* [EXERCISE] If a line in the entries below holds the string "roads", copy it.

Collected data entries:
-----

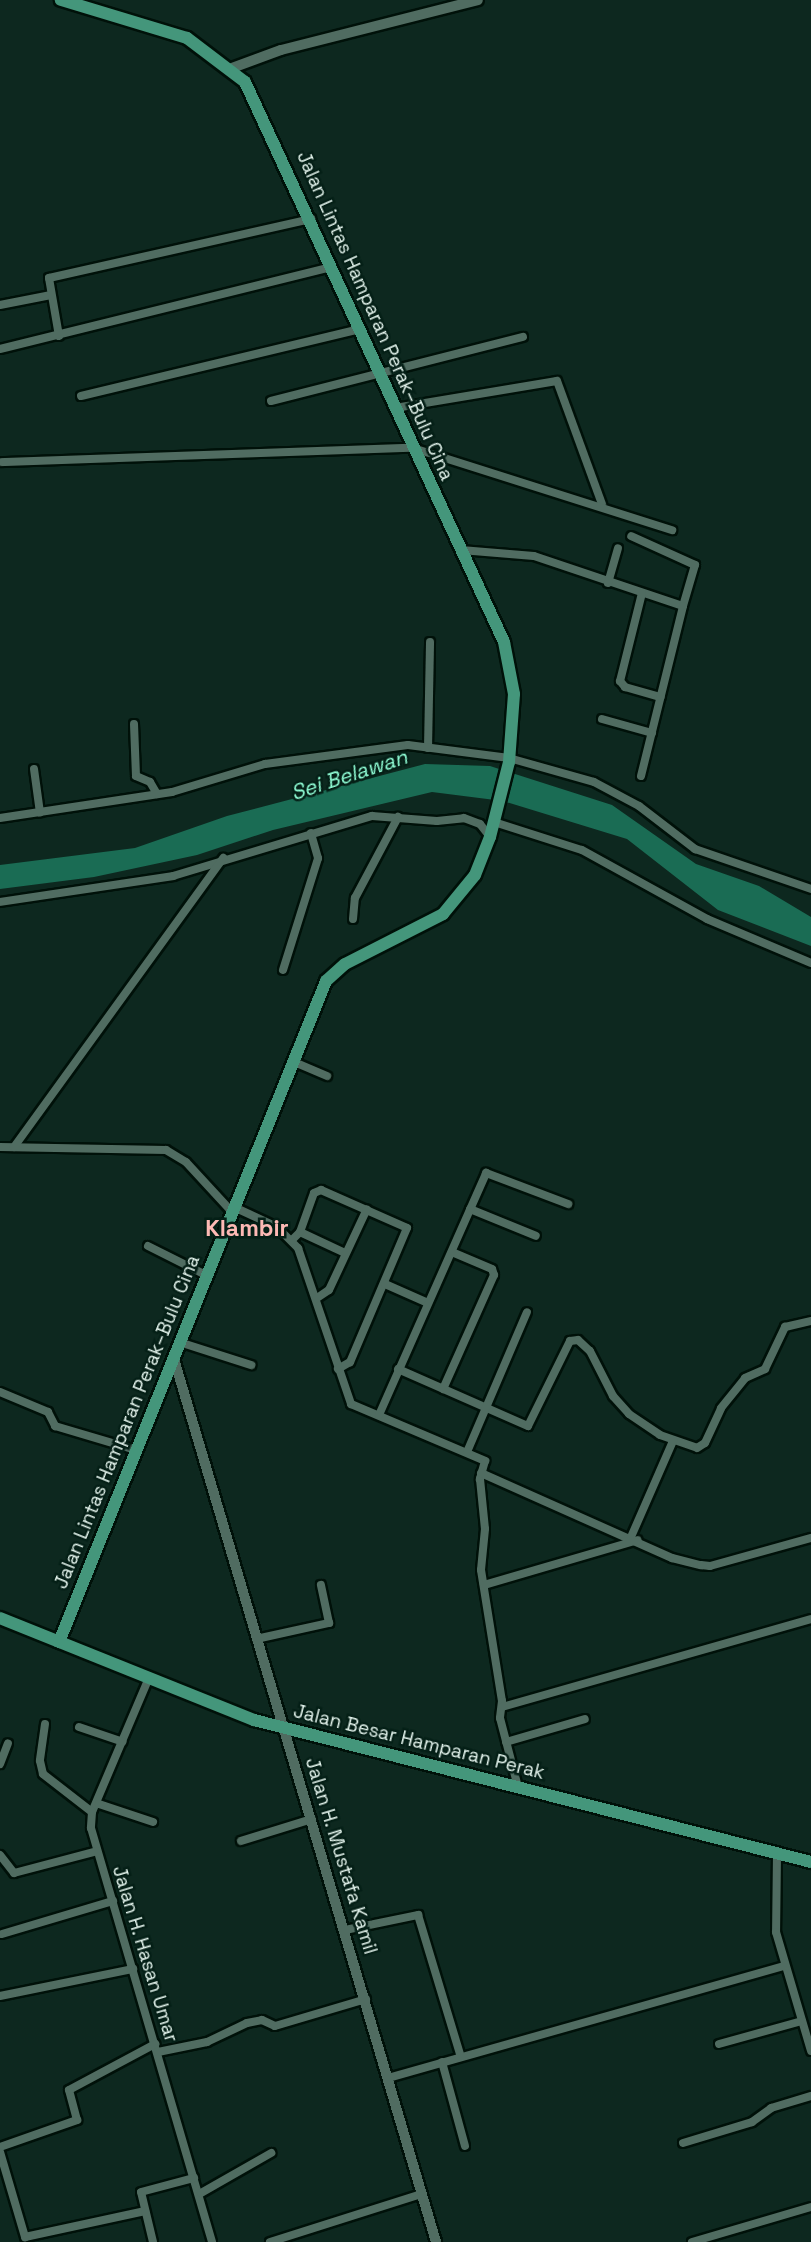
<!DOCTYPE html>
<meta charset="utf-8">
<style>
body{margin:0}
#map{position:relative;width:811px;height:2242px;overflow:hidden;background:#0d281f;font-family:"Space Grotesk",sans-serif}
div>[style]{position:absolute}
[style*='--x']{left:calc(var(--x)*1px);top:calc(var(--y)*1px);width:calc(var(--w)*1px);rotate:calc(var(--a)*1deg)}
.water>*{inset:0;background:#1a6c54}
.roads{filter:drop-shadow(2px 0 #001109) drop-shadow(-2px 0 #001109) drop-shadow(0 2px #001109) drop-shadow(0 -2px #001109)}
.minor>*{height:8px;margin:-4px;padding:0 4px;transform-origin:4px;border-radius:4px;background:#506c61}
.tertiary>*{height:10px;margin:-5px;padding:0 5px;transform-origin:5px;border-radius:5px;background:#506c61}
.primary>*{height:12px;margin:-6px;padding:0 6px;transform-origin:6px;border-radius:6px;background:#44967b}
span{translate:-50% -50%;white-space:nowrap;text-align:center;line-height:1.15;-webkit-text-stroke:5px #041f16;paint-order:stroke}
.street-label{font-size:19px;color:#e4f4ed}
.water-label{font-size:21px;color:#90fed6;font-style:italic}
.quarter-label{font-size:23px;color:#fdb9b4;font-weight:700}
</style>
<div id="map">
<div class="water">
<div style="clip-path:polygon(425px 764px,490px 766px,612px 805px,696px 864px,759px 886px,811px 917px,811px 946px,718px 910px,627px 839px,503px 801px,432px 792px,273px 830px,197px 855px,94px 877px,0 889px,0 865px,135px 848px,227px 816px)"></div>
</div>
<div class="roads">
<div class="minor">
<div style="--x:0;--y:305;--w:52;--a:-11.1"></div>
<div style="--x:59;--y:336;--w:59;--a:-99.8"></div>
<div style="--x:49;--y:278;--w:269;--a:-12.7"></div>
<div style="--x:0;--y:349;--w:341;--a:-13.9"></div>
<div style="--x:81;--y:396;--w:287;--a:-13.5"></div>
<div style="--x:271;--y:401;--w:260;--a:-14.3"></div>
<div style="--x:395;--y:408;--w:164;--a:-9.5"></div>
<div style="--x:557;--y:381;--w:131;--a:69.9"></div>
<div style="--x:2;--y:462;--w:411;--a:-2"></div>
<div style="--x:413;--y:448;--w:272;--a:17.6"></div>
<div style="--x:461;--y:550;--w:73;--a:4.7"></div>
<div style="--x:534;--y:556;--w:157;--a:18.6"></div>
<div style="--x:683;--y:606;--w:43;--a:-73.7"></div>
<div style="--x:695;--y:565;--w:70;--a:-155.6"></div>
<div style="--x:608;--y:583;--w:36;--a:-74"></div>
<div style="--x:642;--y:593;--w:91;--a:104"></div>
<div style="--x:620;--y:681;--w:8;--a:50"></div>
<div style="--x:625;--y:687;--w:37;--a:16"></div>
<div style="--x:602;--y:719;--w:52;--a:15.6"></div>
<div style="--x:134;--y:724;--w:52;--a:87.8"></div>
<div style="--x:136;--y:776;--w:15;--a:23"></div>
<div style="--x:150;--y:782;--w:14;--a:60"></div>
<div style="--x:428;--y:748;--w:106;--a:-88.9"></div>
<div style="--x:34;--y:769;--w:44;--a:82.2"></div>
<div style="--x:641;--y:776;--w:175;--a:-76.1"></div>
<div style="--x:0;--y:818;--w:174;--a:-8.6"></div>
<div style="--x:172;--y:792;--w:97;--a:-16.8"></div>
<div style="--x:265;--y:764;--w:144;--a:-7.6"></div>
<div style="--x:408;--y:745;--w:102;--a:7.3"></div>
<div style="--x:509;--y:758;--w:88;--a:15.8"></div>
<div style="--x:594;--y:782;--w:51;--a:28.1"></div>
<div style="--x:639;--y:806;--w:71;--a:37.5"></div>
<div style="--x:695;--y:849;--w:123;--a:19"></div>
<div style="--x:494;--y:822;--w:92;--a:17.7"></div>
<div style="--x:582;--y:850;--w:143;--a:28.9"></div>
<div style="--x:707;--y:919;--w:113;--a:22.9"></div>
<div style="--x:0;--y:902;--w:175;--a:-8.5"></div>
<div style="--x:173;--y:876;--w:208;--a:-16.8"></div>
<div style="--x:372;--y:816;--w:65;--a:4.4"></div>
<div style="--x:437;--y:821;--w:27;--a:-6"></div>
<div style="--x:464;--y:818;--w:17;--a:21"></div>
<div style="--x:480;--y:824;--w:16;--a:52"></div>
<div style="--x:353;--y:919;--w:21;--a:-85"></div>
<div style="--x:355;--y:898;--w:92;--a:-62"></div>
<div style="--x:283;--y:970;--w:117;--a:-72.6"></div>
<div style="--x:318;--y:858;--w:26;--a:-106"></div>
<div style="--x:294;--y:1062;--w:36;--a:23"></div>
<div style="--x:0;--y:1147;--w:166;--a:1"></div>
<div style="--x:166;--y:1150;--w:23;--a:31"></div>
<div style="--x:186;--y:1162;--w:69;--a:47.3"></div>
<div style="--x:14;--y:1147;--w:357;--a:-54.1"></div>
<div style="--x:236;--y:1208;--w:45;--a:24.9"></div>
<div style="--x:277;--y:1227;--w:30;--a:45"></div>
<div style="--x:298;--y:1248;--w:165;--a:71.2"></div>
<div style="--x:351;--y:1404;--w:146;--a:23"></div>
<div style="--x:485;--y:1461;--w:19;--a:106"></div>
<div style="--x:480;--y:1479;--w:50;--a:84.3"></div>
<div style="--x:485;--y:1529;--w:41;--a:95.6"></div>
<div style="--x:481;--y:1570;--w:133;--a:80.9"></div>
<div style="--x:502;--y:1701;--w:17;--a:97"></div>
<div style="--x:500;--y:1718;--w:71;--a:75.4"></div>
<div style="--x:470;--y:1209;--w:71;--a:22.2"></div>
<div style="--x:300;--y:1232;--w:50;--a:25"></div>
<div style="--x:292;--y:1240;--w:11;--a:-45"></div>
<div style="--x:300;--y:1232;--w:41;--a:-70.3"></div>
<div style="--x:314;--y:1193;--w:8;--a:-23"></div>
<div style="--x:321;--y:1190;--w:94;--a:23.8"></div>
<div style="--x:407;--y:1228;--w:146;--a:113"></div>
<div style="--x:350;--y:1362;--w:14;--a:150"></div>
<div style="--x:148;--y:1246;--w:65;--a:26.6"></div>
<div style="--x:385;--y:1284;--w:47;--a:23.8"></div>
<div style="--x:317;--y:1298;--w:14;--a:-34"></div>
<div style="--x:329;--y:1290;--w:89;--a:-64.9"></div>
<div style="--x:179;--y:1342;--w:76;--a:17.7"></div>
<div style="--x:398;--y:1369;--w:142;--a:23.7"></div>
<div style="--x:528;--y:1426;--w:95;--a:-63.7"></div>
<div style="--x:570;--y:1341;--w:8;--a:-7"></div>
<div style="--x:578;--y:1340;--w:16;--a:43"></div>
<div style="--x:590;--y:1351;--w:51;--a:62.9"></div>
<div style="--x:613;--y:1396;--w:24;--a:48"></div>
<div style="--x:629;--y:1414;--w:37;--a:34"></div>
<div style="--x:660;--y:1435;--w:39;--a:19"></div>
<div style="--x:697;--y:1448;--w:9;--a:-32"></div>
<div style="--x:705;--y:1443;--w:38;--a:-65"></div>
<div style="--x:721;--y:1408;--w:38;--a:-51"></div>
<div style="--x:745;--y:1378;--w:22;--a:-24"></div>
<div style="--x:765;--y:1369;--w:47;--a:-64.5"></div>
<div style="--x:785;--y:1327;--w:27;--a:-13"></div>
<div style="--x:443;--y:1389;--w:125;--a:-65.9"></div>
<div style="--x:494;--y:1275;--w:6;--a:-108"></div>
<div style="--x:492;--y:1269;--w:43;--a:-157"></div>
<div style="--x:0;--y:1392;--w:52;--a:22.6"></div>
<div style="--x:48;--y:1412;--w:16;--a:63"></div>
<div style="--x:55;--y:1426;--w:84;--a:16.5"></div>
<div style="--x:379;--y:1415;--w:265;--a:-66.1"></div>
<div style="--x:486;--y:1173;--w:88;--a:20.7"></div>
<div style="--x:467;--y:1452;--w:152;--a:-66.8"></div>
<div style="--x:481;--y:1473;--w:209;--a:24"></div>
<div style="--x:672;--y:1558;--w:30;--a:14"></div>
<div style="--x:701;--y:1565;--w:9;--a:6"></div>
<div style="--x:710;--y:1566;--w:105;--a:-15.5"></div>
<div style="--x:631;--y:1537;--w:105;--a:-66.4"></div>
<div style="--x:484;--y:1585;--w:160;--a:-16.3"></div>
<div style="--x:256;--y:1639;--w:75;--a:-12.4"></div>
<div style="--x:329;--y:1623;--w:39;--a:-102"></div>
<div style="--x:148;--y:1680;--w:143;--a:113"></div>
<div style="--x:92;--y:1812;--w:16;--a:94"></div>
<div style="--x:91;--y:1828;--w:431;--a:73.7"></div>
<div style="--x:502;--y:1707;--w:321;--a:-15.9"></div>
<div style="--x:45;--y:1724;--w:37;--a:98"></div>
<div style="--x:40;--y:1761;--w:13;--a:77"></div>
<div style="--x:43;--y:1774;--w:62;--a:37.8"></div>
<div style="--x:79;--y:1727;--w:46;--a:18.8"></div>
<div style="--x:506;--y:1742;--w:82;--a:-16.2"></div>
<div style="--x:0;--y:1764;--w:22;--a:-69"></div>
<div style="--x:99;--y:1804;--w:57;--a:18.4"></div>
<div style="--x:241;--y:1841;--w:74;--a:-17.2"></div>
<div style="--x:777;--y:1854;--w:78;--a:90.7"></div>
<div style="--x:776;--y:1932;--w:124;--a:73.6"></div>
<div style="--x:0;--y:1855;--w:23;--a:52"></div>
<div style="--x:14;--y:1873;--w:86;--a:-14.8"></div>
<div style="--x:345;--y:1930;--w:75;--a:-11.6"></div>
<div style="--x:418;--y:1915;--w:148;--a:73.2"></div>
<div style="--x:2;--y:1934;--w:116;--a:-16.6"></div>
<div style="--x:0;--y:1996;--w:136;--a:-11.5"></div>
<div style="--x:719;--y:2044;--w:86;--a:-15.5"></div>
<div style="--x:158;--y:2052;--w:50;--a:-11.5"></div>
<div style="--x:207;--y:2042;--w:44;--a:-25.4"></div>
<div style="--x:247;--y:2023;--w:15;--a:-11"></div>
<div style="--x:262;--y:2020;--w:14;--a:25"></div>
<div style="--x:275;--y:2026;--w:95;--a:-16.5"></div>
<div style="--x:442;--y:2062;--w:87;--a:74.7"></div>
<div style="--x:388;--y:2078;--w:412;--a:-15.8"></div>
<div style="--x:683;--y:2143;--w:72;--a:-16.9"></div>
<div style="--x:752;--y:2122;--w:24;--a:-36"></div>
<div style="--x:771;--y:2108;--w:42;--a:-16.7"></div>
<div style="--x:0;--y:2147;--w:82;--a:-19.3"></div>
<div style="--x:77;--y:2120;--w:31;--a:-105"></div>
<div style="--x:69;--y:2090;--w:98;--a:-28.1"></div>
<div style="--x:0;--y:2152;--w:89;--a:73.6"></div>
<div style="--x:25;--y:2237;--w:123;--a:-12.2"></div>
<div style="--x:201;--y:2193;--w:81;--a:-29.7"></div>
<div style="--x:153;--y:2242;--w:51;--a:-103.5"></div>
<div style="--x:141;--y:2192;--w:55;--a:-14.8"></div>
<div style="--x:270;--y:2242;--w:158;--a:-17.6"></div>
<div style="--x:692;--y:2242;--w:124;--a:-16.4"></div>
</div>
<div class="tertiary">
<div style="--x:232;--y:68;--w:52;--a:-20.2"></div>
<div style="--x:281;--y:50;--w:203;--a:-14.2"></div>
<div style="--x:174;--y:1359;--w:921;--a:73.47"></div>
</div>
<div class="primary">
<div style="--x:0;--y:1618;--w:274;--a:21.9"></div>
<div style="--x:254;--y:1720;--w:575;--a:14.3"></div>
<div style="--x:59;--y:1642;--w:713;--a:-68"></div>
<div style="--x:326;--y:981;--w:25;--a:-42"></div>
<div style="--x:345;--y:964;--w:110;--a:-27"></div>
<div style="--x:443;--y:914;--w:50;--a:-50.6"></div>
<div style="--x:475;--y:875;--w:41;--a:-68.5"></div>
<div style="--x:490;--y:837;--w:77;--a:-75.8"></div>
<div style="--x:509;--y:762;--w:68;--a:-85.8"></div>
<div style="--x:514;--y:694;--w:53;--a:-100.9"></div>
<div style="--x:504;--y:642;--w:617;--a:-114.82"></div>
<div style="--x:245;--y:82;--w:73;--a:-142.8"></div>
<div style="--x:187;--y:38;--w:132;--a:-163.2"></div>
</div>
</div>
<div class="street-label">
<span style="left:375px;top:316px;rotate:66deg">Jalan Lintas Hamparan Perak–Bulu Cina</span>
<span style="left:127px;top:1422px;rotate:-68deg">Jalan Lintas Hamparan Perak–Bulu Cina</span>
<span style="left:419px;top:1742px;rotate:14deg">Jalan Besar Hamparan Perak</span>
<span style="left:341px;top:1856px;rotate:73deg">Jalan H. Mustafa Kamil</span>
<span style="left:145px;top:1954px;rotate:73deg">Jalan H. Hasan Umar</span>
</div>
<div class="water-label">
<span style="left:349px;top:775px;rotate:-18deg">Sei Belawan</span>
</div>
<div class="quarter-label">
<span style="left:247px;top:1228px">Klambir</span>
</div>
</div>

-----

* [ANSWER TO THE EXERCISE]
.roads{filter:drop-shadow(2px 0 #001109) drop-shadow(-2px 0 #001109) drop-shadow(0 2px #001109) drop-shadow(0 -2px #001109)}
<div class="roads">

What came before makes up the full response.